*Work required:*
Output, exactly and in full, the entries that appear below.

== Segment start ==

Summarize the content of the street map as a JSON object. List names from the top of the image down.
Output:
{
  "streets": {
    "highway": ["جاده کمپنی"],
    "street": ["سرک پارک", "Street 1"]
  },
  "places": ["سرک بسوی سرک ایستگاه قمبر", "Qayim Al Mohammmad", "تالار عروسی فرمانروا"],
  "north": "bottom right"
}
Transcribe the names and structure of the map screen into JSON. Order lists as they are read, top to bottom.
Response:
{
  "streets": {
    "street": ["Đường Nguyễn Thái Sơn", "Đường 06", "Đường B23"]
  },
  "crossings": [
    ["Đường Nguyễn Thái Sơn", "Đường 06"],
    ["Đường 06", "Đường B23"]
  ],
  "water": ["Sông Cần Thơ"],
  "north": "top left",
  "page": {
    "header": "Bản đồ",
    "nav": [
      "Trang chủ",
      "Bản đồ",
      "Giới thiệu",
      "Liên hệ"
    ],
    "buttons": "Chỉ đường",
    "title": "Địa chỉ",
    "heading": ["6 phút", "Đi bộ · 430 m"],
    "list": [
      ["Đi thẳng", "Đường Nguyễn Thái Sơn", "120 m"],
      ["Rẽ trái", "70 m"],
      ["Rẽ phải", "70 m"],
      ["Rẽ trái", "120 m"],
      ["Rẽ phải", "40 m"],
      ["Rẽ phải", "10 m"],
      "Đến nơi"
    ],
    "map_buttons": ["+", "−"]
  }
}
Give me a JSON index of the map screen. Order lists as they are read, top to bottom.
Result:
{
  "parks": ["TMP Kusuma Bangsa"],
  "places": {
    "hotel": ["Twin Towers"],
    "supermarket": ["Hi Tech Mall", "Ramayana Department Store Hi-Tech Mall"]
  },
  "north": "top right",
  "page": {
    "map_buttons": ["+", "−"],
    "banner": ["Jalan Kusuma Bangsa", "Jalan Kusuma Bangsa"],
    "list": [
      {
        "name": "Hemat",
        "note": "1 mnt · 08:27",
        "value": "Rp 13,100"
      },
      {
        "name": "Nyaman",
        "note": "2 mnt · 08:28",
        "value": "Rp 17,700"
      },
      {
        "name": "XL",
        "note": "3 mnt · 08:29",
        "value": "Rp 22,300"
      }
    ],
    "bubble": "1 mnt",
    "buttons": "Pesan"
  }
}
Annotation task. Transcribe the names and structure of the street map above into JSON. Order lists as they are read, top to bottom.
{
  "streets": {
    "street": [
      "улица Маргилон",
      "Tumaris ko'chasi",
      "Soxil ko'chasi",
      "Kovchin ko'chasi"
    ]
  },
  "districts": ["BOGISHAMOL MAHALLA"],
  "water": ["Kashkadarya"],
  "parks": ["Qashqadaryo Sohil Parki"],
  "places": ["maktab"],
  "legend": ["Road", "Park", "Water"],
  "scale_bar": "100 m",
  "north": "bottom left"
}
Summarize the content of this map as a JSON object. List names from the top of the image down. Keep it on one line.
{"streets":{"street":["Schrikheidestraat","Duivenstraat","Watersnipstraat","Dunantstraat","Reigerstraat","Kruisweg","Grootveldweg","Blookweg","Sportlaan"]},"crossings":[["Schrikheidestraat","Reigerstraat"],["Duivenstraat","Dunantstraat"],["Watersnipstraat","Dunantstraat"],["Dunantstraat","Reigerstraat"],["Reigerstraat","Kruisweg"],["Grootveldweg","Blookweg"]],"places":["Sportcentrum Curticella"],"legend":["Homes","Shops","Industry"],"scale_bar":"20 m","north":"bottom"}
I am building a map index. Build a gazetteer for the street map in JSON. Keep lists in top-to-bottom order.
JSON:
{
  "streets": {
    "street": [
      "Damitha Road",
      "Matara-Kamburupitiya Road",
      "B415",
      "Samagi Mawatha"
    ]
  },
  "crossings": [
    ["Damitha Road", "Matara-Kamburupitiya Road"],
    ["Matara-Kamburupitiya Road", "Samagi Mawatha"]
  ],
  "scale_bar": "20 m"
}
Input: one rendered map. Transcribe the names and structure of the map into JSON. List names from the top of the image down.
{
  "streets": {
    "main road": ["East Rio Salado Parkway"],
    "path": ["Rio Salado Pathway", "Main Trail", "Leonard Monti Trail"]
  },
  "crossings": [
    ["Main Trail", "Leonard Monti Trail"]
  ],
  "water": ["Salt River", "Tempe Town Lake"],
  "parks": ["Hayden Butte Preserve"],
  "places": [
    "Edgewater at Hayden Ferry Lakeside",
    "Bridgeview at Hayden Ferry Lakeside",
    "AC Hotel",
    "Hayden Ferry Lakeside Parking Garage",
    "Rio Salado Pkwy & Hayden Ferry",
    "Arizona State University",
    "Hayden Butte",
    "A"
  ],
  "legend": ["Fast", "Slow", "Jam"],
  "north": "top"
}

== Segment end ==

*Output for this task:*
Summarize the content of the street map as a JSON object. List names from the top of the image down.
Output:
{
  "streets": {
    "highway": ["جاده کمپنی"],
    "street": ["سرک پارک", "Street 1"]
  },
  "places": ["سرک بسوی سرک ایستگاه قمبر", "Qayim Al Mohammmad", "تالار عروسی فرمانروا"],
  "north": "bottom right"
}
Transcribe the names and structure of the map screen into JSON. Order lists as they are read, top to bottom.
Response:
{
  "streets": {
    "street": ["Đường Nguyễn Thái Sơn", "Đường 06", "Đường B23"]
  },
  "crossings": [
    ["Đường Nguyễn Thái Sơn", "Đường 06"],
    ["Đường 06", "Đường B23"]
  ],
  "water": ["Sông Cần Thơ"],
  "north": "top left",
  "page": {
    "header": "Bản đồ",
    "nav": [
      "Trang chủ",
      "Bản đồ",
      "Giới thiệu",
      "Liên hệ"
    ],
    "buttons": "Chỉ đường",
    "title": "Địa chỉ",
    "heading": ["6 phút", "Đi bộ · 430 m"],
    "list": [
      ["Đi thẳng", "Đường Nguyễn Thái Sơn", "120 m"],
      ["Rẽ trái", "70 m"],
      ["Rẽ phải", "70 m"],
      ["Rẽ trái", "120 m"],
      ["Rẽ phải", "40 m"],
      ["Rẽ phải", "10 m"],
      "Đến nơi"
    ],
    "map_buttons": ["+", "−"]
  }
}
Give me a JSON index of the map screen. Order lists as they are read, top to bottom.
Result:
{
  "parks": ["TMP Kusuma Bangsa"],
  "places": {
    "hotel": ["Twin Towers"],
    "supermarket": ["Hi Tech Mall", "Ramayana Department Store Hi-Tech Mall"]
  },
  "north": "top right",
  "page": {
    "map_buttons": ["+", "−"],
    "banner": ["Jalan Kusuma Bangsa", "Jalan Kusuma Bangsa"],
    "list": [
      {
        "name": "Hemat",
        "note": "1 mnt · 08:27",
        "value": "Rp 13,100"
      },
      {
        "name": "Nyaman",
        "note": "2 mnt · 08:28",
        "value": "Rp 17,700"
      },
      {
        "name": "XL",
        "note": "3 mnt · 08:29",
        "value": "Rp 22,300"
      }
    ],
    "bubble": "1 mnt",
    "buttons": "Pesan"
  }
}
Annotation task. Transcribe the names and structure of the street map above into JSON. Order lists as they are read, top to bottom.
{
  "streets": {
    "street": [
      "улица Маргилон",
      "Tumaris ko'chasi",
      "Soxil ko'chasi",
      "Kovchin ko'chasi"
    ]
  },
  "districts": ["BOGISHAMOL MAHALLA"],
  "water": ["Kashkadarya"],
  "parks": ["Qashqadaryo Sohil Parki"],
  "places": ["maktab"],
  "legend": ["Road", "Park", "Water"],
  "scale_bar": "100 m",
  "north": "bottom left"
}
Summarize the content of this map as a JSON object. List names from the top of the image down. Keep it on one line.
{"streets":{"street":["Schrikheidestraat","Duivenstraat","Watersnipstraat","Dunantstraat","Reigerstraat","Kruisweg","Grootveldweg","Blookweg","Sportlaan"]},"crossings":[["Schrikheidestraat","Reigerstraat"],["Duivenstraat","Dunantstraat"],["Watersnipstraat","Dunantstraat"],["Dunantstraat","Reigerstraat"],["Reigerstraat","Kruisweg"],["Grootveldweg","Blookweg"]],"places":["Sportcentrum Curticella"],"legend":["Homes","Shops","Industry"],"scale_bar":"20 m","north":"bottom"}
I am building a map index. Build a gazetteer for the street map in JSON. Keep lists in top-to-bottom order.
JSON:
{
  "streets": {
    "street": [
      "Damitha Road",
      "Matara-Kamburupitiya Road",
      "B415",
      "Samagi Mawatha"
    ]
  },
  "crossings": [
    ["Damitha Road", "Matara-Kamburupitiya Road"],
    ["Matara-Kamburupitiya Road", "Samagi Mawatha"]
  ],
  "scale_bar": "20 m"
}
Input: one rendered map. Transcribe the names and structure of the map into JSON. List names from the top of the image down.
{
  "streets": {
    "main road": ["East Rio Salado Parkway"],
    "path": ["Rio Salado Pathway", "Main Trail", "Leonard Monti Trail"]
  },
  "crossings": [
    ["Main Trail", "Leonard Monti Trail"]
  ],
  "water": ["Salt River", "Tempe Town Lake"],
  "parks": ["Hayden Butte Preserve"],
  "places": [
    "Edgewater at Hayden Ferry Lakeside",
    "Bridgeview at Hayden Ferry Lakeside",
    "AC Hotel",
    "Hayden Ferry Lakeside Parking Garage",
    "Rio Salado Pkwy & Hayden Ferry",
    "Arizona State University",
    "Hayden Butte",
    "A"
  ],
  "legend": ["Fast", "Slow", "Jam"],
  "north": "top"
}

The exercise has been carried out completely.